(Collected data entries)
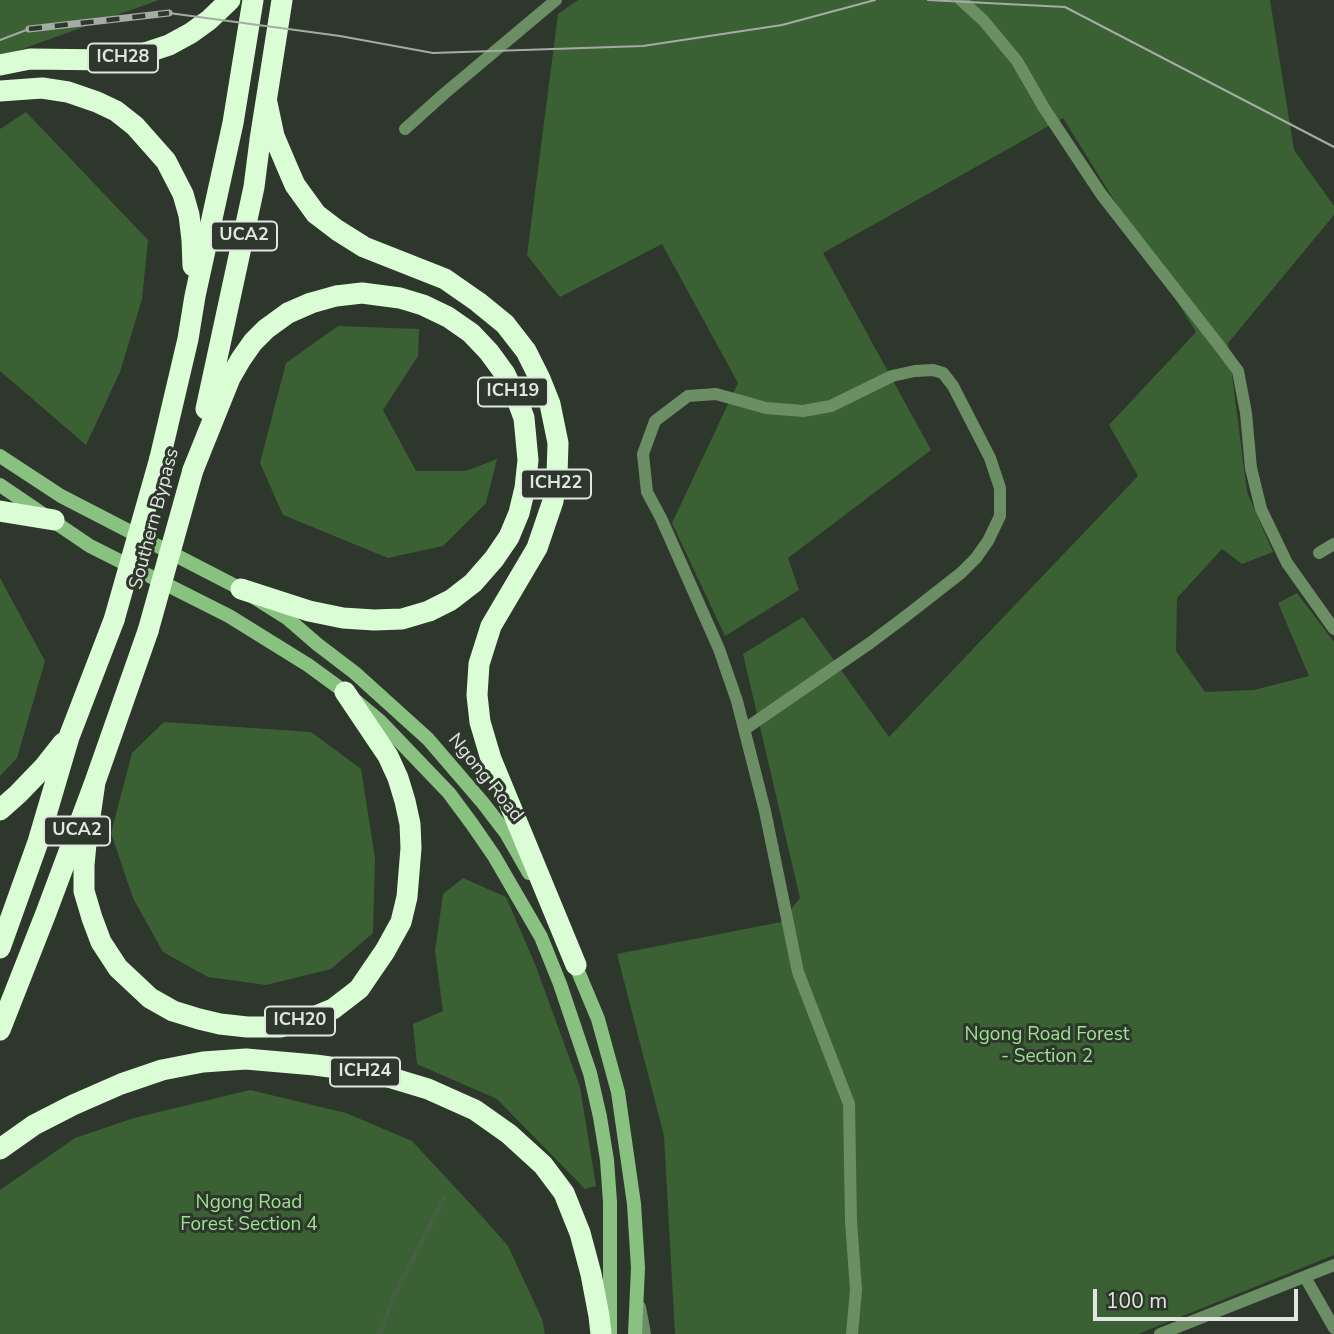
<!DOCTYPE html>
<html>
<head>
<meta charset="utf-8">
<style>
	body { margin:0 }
	#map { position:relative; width:1334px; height:1334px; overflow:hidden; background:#2d372b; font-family:"Nunito Sans",sans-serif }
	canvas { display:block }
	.scale { position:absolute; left:1093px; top:1289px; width:205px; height:32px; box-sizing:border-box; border:4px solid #e0e7df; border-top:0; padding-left:9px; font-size:21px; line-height:24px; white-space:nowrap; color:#e0e7df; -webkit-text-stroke:5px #2d372b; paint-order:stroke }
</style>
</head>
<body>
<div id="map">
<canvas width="1334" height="1334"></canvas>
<div class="scale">100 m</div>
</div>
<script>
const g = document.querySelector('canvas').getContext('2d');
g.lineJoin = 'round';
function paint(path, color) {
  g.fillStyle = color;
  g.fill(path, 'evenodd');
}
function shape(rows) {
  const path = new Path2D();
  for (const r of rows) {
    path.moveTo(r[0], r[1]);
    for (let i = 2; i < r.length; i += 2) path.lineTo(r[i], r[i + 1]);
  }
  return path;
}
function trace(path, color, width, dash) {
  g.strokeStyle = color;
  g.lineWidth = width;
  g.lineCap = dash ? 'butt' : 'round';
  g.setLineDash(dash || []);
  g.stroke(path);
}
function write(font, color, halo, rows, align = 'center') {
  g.font = font + ' "Nunito Sans",sans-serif';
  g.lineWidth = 6;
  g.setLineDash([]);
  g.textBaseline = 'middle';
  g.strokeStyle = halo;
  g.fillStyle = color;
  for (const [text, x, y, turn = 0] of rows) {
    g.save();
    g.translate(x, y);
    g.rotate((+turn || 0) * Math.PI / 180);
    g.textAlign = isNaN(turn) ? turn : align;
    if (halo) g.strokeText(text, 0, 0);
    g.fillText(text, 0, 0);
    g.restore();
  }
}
paint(shape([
	[0,0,159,0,0,57],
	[578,0,1270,0,1294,150,1334,206,1334,215,1228,343,1247,492,1273,552,1242,564,1222,549,1177,598,1176,651,1205,692,1254,690,1309,676,1278,603,1297,593,1334,642,1334,1255,1138,1334,675,1334,664,1136,617,954,781,922,800,898,743,654,803,617,889,737,1138,476,1109,425,1196,332,1063,118,823,253,931,450,788,558,799,590,725,636,672,523,738,383,662,244,560,297,527,255,558,14],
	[26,112,148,240,142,299,120,372,86,445,0,371,0,129],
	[338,326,419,329,418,356,383,410,416,471,466,471,497,459,486,503,443,546,388,558,283,515,260,463,286,363],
	[0,578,45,661,17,758,0,776],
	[164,722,311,732,361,769,375,858,373,933,331,969,266,985,208,977,163,952,133,898,111,833,132,753],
	[463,878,506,897,535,964,580,1087,596,1186,585,1189,497,1099,417,1064,413,1024,443,1011,435,951,443,894],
	[250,1090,346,1113,412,1141,478,1212,508,1246,542,1319,545,1334,0,1334,0,1190,75,1138,134,1118]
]), '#3b6034');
trace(shape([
	[379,1334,395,1295,444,1198]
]), '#455f43', 4.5);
trace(shape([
	[961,0,983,20,1017,61,1044,108,1101,194,1221,348,1238,371,1246,413,1251,468,1261,509,1287,563,1334,629],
	[405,129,445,93,556,0],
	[1319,553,1334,544],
	[745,729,870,643,906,616,961,573,976,558,988,541,1000,516,1000,488,990,458,953,386,943,373,933,370,915,371,892,376,831,406,803,411,766,408,716,394,688,396,655,421,643,454,647,492,661,518,719,649,737,701,765,811,798,972,849,1104,851,1221,856,1290,852,1334],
	[1305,1277,1334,1328],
	[640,1307,645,1334],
	[1160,1334,1334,1265]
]), '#6c8e65', 12);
trace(shape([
	[0,456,61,496,241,589,287,618,317,644,355,673,428,739,483,803,506,833,529,873],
	[0,485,90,546,229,616,308,665,345,692,381,722,449,793,472,824,494,856,541,937,560,984,590,1073,600,1117,607,1160,610,1202,610,1334],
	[572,957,598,1019,618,1092,634,1204,638,1268,635,1334]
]), '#89c180', 14);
trace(shape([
	[0,65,30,59,110,60,139,55,169,45,191,33,209,20,230,0],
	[0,91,42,88,68,92,97,102,116,111,135,126,166,161,183,194,189,215,192,240,193,266],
	[267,103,274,136,288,169,295,185,316,214,337,230,364,247,445,279,478,302,505,324,526,351,540,379,550,404,558,443,557,475,553,501,537,548,491,626,479,664,477,695,480,722,491,759,576,965],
	[206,409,254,187,260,140,282,0],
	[160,458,188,339,195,296,233,123,253,0],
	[193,470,230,378,241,359,253,342,266,329,288,313,311,303,336,296,362,293,400,298,423,305,448,317,471,333,489,352,505,374,517,399,524,418,528,460,525,488,519,513,509,537,494,559,473,583,451,600,429,611,402,619,374,620,343,618,309,611,241,589],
	[0,511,54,520],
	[95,782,86,844,84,865,84,891,92,918,101,942,118,968,150,998,173,1011,199,1019,220,1024,247,1027,281,1027,316,1016,333,1009,359,989,385,951,401,922,407,897,411,848,410,824,405,801,398,778,388,756,345,692],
	[0,810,18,794,44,767,63,743],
	[0,948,38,842,69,737,114,620],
	[0,1030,46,913,95,782,148,631],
	[0,1149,34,1125,73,1105,121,1084,162,1070,203,1062,246,1059,315,1065,375,1073,428,1089,475,1110,509,1134,543,1165,564,1193,580,1233,591,1274,599,1316,601,1334]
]), '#dbfdd5', 21);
trace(shape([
	[928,0,1065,7,1334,147],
	[169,13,340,36,433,53,643,46,782,25,875,0],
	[0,40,29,29]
]), '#a4aca3', 2);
const rail = shape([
	[29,29,169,13]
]);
trace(rail, '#a4aca3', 7);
trace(rail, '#2d372b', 4.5, [13]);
trace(shape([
	[114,620,160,458],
	[148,631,193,470]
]), '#dbfdd5', 21);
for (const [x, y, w] of [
	[123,58,70],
	[244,236,66],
	[513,392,70],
	[556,484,70],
	[77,831,66],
	[300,1021,70],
	[365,1072,70]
]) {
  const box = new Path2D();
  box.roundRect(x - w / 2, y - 14.5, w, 29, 5);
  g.fillStyle = '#2d372b';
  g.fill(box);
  trace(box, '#e0e7df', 2);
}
write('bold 18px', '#e0e7df', null, [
	["ICH28",123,58],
	["UCA2",244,236],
	["ICH19",513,392],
	["ICH22",556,484],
	["UCA2",77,831],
	["ICH20",300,1021],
	["ICH24",365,1072]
]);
write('19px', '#e0e7df', '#2d372b', [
	["Southern Bypass",155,519,-75],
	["Ngong Road",485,778,51]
]);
write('19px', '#9ee292', '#2d372b', [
	["Ngong Road Forest",1047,1035],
	["- Section 2",1047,1057],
	["Ngong Road",249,1203],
	["Forest Section 4",249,1225]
]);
</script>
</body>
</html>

# WHAT IS EXPECTED
Copy every line from the entries that contains the word "color".

# SOLUTION
	.scale { position:absolute; left:1093px; top:1289px; width:205px; height:32px; box-sizing:border-box; border:4px solid #e0e7df; border-top:0; padding-left:9px; font-size:21px; line-height:24px; white-space:nowrap; color:#e0e7df; -webkit-text-stroke:5px #2d372b; paint-order:stroke }
function paint(path, color) {
  g.fillStyle = color;
function trace(path, color, width, dash) {
  g.strokeStyle = color;
function write(font, color, halo, rows, align = 'center') {
  g.fillStyle = color;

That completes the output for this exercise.